» **What to produce**
For each line below that contains the string "frame", copy that line.

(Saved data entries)
···

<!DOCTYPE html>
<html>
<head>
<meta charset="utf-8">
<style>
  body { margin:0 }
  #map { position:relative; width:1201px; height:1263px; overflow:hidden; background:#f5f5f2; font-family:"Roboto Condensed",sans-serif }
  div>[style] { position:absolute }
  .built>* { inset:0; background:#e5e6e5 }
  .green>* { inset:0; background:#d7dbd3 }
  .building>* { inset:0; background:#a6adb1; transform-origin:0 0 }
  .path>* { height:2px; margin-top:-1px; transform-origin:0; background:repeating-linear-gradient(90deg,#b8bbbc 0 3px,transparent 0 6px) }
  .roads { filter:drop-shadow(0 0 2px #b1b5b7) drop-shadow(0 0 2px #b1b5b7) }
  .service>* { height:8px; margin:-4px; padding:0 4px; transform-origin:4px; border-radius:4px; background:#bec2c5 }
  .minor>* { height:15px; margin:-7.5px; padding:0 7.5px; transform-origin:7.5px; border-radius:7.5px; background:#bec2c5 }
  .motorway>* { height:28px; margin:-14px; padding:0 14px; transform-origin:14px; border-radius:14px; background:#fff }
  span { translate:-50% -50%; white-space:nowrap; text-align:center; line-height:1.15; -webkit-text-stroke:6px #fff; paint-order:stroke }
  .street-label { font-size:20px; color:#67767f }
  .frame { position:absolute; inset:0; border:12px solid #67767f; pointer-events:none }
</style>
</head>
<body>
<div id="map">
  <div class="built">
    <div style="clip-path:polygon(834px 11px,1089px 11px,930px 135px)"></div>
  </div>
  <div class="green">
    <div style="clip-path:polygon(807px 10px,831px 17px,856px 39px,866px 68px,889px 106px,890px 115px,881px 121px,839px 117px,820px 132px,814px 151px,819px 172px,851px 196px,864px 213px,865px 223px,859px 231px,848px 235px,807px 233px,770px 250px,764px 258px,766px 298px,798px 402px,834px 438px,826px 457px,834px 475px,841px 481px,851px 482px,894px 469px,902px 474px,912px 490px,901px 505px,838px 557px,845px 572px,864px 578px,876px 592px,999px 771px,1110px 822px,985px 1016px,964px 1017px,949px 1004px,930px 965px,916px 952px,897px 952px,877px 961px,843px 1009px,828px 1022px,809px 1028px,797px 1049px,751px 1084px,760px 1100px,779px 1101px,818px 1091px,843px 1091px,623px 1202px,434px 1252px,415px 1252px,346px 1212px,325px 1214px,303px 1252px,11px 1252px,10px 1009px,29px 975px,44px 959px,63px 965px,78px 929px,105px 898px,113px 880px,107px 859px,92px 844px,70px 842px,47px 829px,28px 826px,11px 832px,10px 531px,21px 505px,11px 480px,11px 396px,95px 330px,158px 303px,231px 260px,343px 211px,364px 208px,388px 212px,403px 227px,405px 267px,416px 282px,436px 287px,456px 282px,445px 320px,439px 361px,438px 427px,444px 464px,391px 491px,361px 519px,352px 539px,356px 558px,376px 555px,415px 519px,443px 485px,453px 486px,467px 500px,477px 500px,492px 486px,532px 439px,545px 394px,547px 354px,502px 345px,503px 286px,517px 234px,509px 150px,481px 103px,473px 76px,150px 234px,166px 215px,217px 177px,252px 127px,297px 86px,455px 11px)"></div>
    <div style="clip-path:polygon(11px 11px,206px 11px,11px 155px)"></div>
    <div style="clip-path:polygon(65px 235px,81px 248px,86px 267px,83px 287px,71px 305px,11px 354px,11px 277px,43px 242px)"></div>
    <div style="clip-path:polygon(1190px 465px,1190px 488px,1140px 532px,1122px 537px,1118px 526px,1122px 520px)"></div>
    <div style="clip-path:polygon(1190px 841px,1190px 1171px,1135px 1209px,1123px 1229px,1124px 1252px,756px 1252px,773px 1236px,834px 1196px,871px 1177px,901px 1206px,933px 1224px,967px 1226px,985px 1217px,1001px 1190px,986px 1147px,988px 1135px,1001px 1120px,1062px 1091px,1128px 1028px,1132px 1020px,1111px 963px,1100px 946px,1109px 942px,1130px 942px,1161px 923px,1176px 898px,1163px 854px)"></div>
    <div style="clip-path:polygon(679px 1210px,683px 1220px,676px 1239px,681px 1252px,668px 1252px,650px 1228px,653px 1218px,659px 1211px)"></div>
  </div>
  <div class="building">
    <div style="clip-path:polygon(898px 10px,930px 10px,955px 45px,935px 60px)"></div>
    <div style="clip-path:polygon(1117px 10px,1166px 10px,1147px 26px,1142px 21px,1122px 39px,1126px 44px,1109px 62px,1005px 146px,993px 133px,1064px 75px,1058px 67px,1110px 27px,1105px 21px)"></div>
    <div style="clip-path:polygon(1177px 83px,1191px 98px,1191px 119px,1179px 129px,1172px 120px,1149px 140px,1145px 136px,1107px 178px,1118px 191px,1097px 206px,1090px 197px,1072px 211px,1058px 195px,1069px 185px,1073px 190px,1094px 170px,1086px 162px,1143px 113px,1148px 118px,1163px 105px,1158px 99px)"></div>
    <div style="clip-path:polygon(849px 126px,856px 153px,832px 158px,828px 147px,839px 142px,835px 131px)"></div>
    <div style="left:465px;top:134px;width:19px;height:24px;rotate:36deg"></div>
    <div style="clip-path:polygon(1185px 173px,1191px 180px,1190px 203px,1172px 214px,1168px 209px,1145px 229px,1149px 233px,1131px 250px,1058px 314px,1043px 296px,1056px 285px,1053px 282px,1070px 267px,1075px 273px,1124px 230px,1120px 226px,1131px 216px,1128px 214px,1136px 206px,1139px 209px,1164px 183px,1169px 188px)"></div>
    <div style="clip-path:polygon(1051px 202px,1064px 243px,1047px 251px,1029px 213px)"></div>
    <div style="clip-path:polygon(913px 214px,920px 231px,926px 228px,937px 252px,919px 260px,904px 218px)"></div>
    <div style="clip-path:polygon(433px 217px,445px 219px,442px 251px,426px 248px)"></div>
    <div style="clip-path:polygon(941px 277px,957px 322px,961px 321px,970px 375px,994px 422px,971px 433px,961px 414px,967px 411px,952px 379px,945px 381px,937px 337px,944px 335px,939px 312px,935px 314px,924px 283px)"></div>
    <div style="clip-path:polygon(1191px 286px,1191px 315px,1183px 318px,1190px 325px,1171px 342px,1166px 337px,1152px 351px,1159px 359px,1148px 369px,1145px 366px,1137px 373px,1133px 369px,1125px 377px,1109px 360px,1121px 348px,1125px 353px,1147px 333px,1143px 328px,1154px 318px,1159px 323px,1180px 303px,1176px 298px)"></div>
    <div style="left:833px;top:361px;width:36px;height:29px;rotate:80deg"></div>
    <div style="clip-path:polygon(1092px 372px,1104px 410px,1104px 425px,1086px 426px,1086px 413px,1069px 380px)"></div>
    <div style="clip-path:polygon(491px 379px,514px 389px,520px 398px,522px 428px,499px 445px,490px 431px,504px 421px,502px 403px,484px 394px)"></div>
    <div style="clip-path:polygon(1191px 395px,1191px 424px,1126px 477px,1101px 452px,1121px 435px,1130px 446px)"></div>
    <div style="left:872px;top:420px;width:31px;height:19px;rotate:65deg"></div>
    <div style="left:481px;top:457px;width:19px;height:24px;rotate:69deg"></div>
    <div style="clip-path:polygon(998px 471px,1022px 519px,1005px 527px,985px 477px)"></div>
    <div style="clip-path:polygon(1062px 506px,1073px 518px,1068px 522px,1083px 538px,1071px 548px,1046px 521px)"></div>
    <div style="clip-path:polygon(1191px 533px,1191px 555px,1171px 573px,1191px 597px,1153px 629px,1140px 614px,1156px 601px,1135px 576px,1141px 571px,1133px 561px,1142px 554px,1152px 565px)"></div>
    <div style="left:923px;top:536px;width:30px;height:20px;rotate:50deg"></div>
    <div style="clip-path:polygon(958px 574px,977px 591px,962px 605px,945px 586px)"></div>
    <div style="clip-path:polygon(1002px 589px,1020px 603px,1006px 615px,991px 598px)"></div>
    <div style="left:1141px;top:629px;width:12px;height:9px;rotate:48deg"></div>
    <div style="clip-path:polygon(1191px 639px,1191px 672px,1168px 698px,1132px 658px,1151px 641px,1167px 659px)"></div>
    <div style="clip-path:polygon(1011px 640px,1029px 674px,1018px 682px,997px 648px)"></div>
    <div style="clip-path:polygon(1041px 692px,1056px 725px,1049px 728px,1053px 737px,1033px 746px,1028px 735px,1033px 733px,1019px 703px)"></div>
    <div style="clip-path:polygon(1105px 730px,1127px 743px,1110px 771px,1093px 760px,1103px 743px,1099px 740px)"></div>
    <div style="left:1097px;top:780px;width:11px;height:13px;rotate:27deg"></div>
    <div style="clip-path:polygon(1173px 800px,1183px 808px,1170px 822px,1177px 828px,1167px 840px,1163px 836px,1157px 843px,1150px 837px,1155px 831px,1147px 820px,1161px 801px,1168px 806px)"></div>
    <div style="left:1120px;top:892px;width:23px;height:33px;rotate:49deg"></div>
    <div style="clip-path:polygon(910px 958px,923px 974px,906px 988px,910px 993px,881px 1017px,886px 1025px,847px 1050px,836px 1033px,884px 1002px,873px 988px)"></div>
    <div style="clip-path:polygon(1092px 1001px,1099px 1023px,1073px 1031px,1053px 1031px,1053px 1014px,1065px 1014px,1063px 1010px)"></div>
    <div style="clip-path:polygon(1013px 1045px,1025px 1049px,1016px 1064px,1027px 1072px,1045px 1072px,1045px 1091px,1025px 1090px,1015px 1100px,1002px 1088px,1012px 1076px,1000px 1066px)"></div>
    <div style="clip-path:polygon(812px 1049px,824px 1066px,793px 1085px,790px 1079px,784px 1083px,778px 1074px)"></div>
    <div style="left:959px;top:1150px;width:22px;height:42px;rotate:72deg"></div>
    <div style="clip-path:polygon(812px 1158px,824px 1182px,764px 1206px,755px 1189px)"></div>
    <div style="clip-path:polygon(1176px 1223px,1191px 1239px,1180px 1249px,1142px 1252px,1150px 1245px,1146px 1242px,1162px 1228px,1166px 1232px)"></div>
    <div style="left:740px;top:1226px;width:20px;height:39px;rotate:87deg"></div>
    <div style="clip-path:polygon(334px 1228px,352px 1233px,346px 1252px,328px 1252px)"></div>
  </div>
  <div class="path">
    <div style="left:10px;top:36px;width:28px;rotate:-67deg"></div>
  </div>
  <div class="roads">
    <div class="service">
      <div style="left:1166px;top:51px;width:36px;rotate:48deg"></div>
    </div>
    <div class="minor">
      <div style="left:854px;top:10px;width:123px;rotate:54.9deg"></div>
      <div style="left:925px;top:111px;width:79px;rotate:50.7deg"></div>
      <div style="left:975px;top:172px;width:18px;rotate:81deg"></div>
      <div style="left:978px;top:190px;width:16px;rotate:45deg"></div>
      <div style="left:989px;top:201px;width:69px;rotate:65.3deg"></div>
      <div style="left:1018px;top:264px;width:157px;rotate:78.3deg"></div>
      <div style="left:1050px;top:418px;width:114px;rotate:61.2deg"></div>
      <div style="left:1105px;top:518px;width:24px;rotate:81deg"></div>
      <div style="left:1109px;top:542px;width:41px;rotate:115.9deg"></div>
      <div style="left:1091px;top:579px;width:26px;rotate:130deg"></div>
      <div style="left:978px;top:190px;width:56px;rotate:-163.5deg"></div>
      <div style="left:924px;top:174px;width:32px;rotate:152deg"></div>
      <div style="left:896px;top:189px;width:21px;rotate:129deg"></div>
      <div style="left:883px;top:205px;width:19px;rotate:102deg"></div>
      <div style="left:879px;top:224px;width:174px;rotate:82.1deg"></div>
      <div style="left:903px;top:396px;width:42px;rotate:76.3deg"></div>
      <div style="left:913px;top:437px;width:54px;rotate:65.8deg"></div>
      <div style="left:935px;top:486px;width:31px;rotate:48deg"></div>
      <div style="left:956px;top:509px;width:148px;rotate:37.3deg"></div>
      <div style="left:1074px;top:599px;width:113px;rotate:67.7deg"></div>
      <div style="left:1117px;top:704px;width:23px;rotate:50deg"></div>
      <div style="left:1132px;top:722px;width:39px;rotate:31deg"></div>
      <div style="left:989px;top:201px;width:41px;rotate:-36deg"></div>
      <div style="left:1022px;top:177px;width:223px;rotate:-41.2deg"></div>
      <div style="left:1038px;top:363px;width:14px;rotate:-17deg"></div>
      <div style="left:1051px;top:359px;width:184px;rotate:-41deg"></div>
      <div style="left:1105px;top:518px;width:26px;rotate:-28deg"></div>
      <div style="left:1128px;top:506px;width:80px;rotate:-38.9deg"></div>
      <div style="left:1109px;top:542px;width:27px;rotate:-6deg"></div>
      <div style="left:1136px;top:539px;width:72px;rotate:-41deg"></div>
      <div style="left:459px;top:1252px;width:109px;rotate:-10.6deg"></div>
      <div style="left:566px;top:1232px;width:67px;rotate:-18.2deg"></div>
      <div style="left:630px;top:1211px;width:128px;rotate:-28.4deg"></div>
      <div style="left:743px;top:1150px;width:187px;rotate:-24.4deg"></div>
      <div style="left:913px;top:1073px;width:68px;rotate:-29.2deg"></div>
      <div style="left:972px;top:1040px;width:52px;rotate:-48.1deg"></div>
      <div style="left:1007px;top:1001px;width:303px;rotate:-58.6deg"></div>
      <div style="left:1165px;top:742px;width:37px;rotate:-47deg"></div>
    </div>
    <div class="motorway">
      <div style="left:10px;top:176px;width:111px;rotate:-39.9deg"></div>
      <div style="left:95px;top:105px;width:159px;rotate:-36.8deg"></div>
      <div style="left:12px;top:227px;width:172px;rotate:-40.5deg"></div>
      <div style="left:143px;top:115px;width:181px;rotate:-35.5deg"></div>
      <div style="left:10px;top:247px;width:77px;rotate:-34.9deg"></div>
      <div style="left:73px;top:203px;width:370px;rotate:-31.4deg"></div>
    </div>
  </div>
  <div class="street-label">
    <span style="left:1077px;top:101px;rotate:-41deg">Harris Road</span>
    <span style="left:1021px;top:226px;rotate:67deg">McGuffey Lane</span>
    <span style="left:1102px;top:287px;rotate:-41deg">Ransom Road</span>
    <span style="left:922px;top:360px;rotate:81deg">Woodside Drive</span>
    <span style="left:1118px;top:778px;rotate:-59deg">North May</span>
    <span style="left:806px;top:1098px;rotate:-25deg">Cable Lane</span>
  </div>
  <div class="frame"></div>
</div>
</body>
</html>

···

» **Answer for the task**
  .frame { position:absolute; inset:0; border:12px solid #67767f; pointer-events:none }
  <div class="frame"></div>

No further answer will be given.